Week 1 was truly a breeze, I was excited about the change, I was looking forward to the workouts, eating clean and feeling lean! Now I just have to keep this momentum going for the next 54 days! :) I'm actually looking forward to the next phase in my transformation. In fact, I'm actually even planning to take some bikini pictures to begin tracking my muscular development throughout this journey. The most exciting news is not only the fact that I'm down 2.8 lbs and weighed in at 146lbs and 31.6% Body fat! (smile) but that I completed 7 workouts as well.

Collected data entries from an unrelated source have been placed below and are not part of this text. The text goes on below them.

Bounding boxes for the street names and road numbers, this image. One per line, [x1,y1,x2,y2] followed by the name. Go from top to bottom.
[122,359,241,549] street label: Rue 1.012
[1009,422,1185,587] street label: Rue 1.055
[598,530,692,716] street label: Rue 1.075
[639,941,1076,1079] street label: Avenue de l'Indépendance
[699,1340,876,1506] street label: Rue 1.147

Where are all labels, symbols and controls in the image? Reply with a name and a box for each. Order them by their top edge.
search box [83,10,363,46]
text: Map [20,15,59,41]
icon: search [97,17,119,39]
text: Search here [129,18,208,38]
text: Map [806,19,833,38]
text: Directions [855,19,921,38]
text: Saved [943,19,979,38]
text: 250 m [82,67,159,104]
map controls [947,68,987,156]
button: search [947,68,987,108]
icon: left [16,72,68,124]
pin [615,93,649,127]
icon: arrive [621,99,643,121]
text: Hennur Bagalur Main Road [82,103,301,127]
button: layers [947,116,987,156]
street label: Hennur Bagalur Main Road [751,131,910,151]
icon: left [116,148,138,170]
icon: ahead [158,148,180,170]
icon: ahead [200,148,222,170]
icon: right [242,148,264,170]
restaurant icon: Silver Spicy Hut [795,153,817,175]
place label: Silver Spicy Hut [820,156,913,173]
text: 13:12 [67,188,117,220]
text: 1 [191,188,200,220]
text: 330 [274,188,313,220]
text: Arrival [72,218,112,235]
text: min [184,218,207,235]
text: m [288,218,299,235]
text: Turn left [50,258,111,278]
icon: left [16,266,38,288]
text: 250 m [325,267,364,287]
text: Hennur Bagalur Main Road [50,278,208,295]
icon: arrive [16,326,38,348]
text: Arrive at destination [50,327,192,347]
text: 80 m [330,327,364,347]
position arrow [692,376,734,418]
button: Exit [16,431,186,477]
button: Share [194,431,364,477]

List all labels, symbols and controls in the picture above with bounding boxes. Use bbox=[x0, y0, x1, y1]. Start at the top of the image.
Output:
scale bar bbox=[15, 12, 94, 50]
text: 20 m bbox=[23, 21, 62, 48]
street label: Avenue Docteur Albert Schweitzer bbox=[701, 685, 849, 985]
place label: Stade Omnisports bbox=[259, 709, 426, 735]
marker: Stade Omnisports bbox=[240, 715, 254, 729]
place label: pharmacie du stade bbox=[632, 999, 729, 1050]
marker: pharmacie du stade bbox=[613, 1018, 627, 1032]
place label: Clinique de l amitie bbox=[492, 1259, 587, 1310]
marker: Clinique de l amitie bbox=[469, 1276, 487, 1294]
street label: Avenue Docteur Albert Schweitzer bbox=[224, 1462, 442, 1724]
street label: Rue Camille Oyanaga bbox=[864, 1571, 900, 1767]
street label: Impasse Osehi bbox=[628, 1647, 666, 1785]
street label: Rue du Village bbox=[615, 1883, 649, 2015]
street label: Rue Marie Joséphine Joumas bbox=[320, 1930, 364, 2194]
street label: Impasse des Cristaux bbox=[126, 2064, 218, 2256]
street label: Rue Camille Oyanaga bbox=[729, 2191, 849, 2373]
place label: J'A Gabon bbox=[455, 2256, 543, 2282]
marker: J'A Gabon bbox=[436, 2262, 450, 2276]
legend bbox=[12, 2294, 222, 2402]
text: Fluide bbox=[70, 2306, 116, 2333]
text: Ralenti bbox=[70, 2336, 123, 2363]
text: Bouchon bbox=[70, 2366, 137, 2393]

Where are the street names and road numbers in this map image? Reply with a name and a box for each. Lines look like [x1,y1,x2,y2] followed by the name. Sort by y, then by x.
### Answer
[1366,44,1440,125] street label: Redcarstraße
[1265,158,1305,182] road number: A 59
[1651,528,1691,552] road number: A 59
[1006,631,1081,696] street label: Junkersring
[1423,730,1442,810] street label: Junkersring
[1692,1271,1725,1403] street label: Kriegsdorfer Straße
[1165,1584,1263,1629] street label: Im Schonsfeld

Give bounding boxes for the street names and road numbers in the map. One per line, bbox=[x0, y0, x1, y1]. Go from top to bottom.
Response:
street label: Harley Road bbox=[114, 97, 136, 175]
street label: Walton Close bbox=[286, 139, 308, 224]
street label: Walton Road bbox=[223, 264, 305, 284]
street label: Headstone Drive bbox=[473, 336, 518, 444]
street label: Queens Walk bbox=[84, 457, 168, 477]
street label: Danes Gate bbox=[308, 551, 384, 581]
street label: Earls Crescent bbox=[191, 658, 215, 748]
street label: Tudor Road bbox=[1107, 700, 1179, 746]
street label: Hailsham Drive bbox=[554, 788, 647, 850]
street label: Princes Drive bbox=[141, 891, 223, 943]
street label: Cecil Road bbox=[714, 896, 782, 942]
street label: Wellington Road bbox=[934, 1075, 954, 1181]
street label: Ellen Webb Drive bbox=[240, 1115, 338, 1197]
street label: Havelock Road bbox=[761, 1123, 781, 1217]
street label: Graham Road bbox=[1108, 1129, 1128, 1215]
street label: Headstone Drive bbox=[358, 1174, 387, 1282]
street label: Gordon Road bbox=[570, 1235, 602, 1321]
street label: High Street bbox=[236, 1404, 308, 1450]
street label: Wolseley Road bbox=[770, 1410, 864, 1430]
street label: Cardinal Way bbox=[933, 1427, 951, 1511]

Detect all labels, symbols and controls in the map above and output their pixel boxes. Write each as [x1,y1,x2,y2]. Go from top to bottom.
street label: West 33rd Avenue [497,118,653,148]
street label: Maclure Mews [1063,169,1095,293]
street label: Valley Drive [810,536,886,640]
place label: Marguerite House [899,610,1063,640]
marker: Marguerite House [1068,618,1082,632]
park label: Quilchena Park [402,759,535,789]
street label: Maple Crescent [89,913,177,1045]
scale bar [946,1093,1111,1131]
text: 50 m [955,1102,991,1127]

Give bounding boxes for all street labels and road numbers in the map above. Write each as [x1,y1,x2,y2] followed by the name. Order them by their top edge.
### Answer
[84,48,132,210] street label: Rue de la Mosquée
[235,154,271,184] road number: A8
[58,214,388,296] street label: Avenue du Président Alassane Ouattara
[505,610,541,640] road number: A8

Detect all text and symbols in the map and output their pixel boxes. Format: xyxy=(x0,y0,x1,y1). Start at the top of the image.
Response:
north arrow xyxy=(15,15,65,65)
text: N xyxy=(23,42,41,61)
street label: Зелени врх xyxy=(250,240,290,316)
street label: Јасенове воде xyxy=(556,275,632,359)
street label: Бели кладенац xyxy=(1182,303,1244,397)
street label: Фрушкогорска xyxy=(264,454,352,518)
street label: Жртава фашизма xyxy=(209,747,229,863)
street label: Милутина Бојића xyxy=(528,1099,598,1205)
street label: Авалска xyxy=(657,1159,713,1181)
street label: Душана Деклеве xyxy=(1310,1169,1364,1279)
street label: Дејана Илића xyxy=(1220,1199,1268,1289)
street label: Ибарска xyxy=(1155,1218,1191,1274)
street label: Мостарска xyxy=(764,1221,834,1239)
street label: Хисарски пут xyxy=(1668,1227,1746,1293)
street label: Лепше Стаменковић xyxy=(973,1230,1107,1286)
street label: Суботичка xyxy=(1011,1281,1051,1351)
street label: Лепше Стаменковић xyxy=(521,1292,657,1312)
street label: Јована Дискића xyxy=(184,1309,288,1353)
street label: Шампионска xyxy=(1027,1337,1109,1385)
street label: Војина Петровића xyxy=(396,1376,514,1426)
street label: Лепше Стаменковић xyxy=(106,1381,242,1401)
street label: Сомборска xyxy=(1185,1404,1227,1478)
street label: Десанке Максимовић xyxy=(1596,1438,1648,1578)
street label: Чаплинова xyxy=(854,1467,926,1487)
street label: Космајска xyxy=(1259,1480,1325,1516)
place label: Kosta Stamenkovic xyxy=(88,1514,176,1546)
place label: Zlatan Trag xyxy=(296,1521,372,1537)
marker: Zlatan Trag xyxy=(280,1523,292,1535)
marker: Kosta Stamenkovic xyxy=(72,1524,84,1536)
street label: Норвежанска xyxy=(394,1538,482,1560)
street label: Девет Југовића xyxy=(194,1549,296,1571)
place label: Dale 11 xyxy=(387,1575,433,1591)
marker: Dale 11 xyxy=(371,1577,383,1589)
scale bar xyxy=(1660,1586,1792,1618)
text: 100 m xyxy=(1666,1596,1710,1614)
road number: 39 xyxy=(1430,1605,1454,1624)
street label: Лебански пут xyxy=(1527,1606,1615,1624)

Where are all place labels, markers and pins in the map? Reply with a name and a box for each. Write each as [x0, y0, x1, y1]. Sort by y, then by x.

So, in case I didn't explain this before, the challenge is to workout 7 times per week as opposed to 7 days per week. However, if one wanted to workout 1 time per day for the next 60 days they would be more than welcomed to. I had a bit of a time with training the rear delts and my leg day was brutal. However, I did a Personal Training session with Arvell and Tujuana to finish off the week and struggled my way all the way through it. Lol. For week 2 I'd like to incorporate a much more organized eating schedule, I found myself missing my protein snacks and I know that's critical for my muscle building needs. My meal plan was
Breakfast: 5 egg whites, veggies and a starch
Mid morning: Protein snack & veggies
Lunch: 6oz of lean meat, salad and veggies, a starch
Late afternoon: Protein snack & veggies
Dinner: 6oz of lean meat, salad and veggies, a starch
Evening: 5 Egg Whites & veggies
****No carbs after 7 and I eliminated all my unnecessary snacking.
****Post Pregnancy, Toned and Tight, Lean Body.......HERE I COME!